Entretien
avec le sociologue FRANCOIS DUBET, auteur de "Pourquoi
moi ? Expérience des discriminations", publié
le 14 février 2013 aux éditions du Seuil, avec la collaboration de
Olivier Cousin,
Eric Macé
et Sandrine Rui.
Source :
Nouvelobs.com
«Qu’il
s’agisse d’inégalités de traitement en fonction du sexe, de la
race, de la sexualité, de la religion, de l’origine, des
handicaps, de la santé… les discriminations sont aujourd’hui
perçues et combattues comme la figure centrale des injustices. S’il
est indispensable de les décrire et de les mesurer, il faut aussi
que l’on sache mieux comment elles sont vécues par celles et ceux
qui les subissent.

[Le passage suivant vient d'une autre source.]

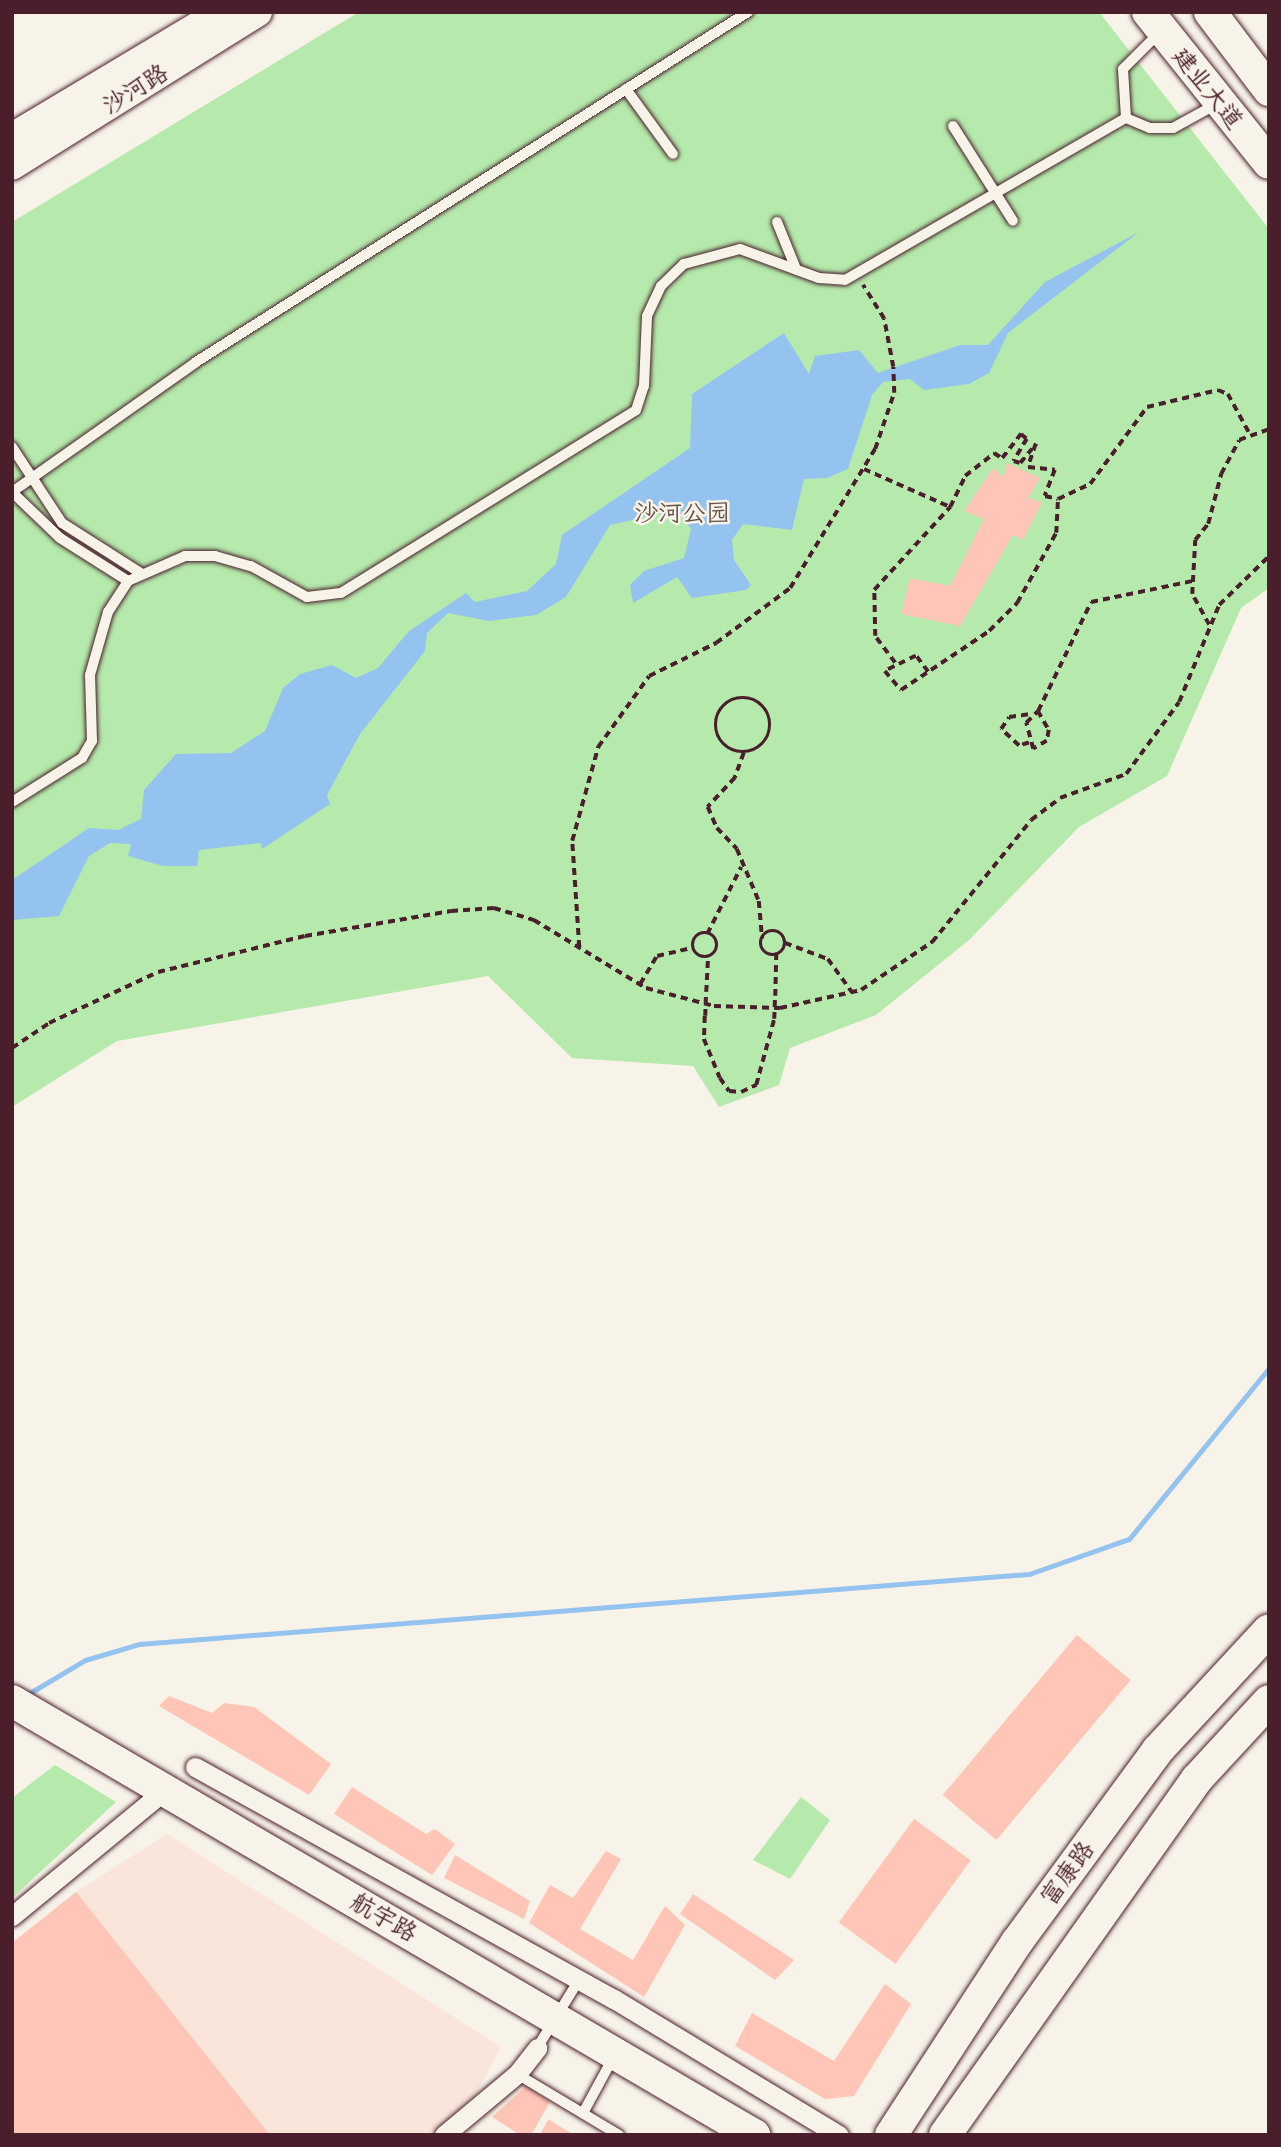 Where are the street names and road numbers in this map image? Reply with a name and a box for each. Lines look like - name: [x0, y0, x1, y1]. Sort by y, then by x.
- street label: 建业大道: [1167, 42, 1249, 134]
- street label: 沙河路: [97, 58, 173, 120]
- street label: 富康路: [1034, 1835, 1100, 1911]
- street label: 航宇路: [346, 1887, 422, 1947]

L’écart est grand, en effet, entre les
inégalités objectives et la manière dont les personnes les
ressentent et, surtout, dont elles les tiennent pour justes ou
injustes.
Pourquoi
moi? s’efforce de rendre compte de ce vécu plus divers qu’il n’y
paraît. De l’« expérience totale » qui fait de la
discrimination le cœur de l’identité et du rapport au monde des
individus à la distanciation que d’autres parviennent à installer
grâce à un ensemble de stratégies et de tactiques, se déploie un
espace de discriminations vécues de façon plus ou moins intense.
Ces
expériences sont déterminées par le jeu complexe des conditions
sociales. Ainsi les plus discriminés ne sont pas nécessairement
ceux qui éprouvent les sentiments d’inégalité les plus aigus. La
comparaison entre l’école et l’hôpital montre que les
discriminations sont perçues de façon très différente dans ces
institutions pour lesquelles la diversité des cultures et des
personnes ne constitue pas le même enjeu.
Les
discriminations et les luttes qu’elles entraînent révèlent de
profondes transformations de notre vie sociale et de nos
subjectivités ; non seulement elles dévoilent des injustices
intolérables, mais elles montrent comment les individus essaient de
se construire comme les sujets de leur liberté et de leur identité
quand l’ordre social perd de son unité et de son ancienne
légitimité.»
Pas
un jour ne passe sans qu'on parle de discriminations à l'encontre
des femmes, des Français d'origine étrangère ou des homosexuels.
Comment expliquer cela ?
- C'est un
paradoxe, car nous discriminions probablement beaucoup plus autrefois
! Mais le sentiment de ces discriminations s'est, lui,
considérablement accru. Jusque dans les années 1980, soit on ne
"voyait" pas certaines discriminations, soit elles étaient
jugées normales : souvenons nous de cette époque où le travailleur
immigré était regardé comme un quasi "sous-homme",
subissant infiniment plus de discriminations que son fils
aujourd'hui. Pourtant, son fils se sent bien plus discriminé que
lui. De même, les inégalités hommes-femmes se sont beaucoup
réduites depuis cinquante ans. On n'oserait plus considérer que
certaines fonctions, certains métiers sont "naturellement"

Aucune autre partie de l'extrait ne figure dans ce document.